[EXERCISE] Scan the records below for the word "美濃市停車場線" and give only the number of lines that hold it.

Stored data
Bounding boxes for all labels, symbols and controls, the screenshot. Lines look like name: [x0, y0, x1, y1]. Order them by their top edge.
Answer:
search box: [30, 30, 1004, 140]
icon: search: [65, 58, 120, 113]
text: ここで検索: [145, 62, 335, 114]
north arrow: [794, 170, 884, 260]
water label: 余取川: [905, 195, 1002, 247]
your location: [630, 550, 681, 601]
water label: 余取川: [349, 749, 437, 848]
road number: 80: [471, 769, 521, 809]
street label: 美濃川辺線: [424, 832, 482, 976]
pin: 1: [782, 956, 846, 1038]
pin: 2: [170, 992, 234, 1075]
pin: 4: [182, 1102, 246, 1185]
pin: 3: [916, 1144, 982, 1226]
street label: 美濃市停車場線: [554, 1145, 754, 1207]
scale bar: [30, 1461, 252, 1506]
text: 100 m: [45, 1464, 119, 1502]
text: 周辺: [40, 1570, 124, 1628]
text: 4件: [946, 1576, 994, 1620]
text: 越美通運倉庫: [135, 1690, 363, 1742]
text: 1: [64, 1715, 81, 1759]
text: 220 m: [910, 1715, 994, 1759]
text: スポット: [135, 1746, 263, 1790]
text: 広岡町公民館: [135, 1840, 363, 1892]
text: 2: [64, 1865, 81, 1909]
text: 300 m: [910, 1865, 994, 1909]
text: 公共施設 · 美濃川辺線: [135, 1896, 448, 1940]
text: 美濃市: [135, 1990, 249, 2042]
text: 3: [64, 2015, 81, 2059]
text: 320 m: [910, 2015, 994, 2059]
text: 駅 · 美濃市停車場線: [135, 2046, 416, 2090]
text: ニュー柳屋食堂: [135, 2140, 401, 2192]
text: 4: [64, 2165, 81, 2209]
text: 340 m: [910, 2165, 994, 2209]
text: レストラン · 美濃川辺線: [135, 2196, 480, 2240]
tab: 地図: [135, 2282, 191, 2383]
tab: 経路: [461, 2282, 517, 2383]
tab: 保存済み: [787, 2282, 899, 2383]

[RESPONSE TO THE EXERCISE] 2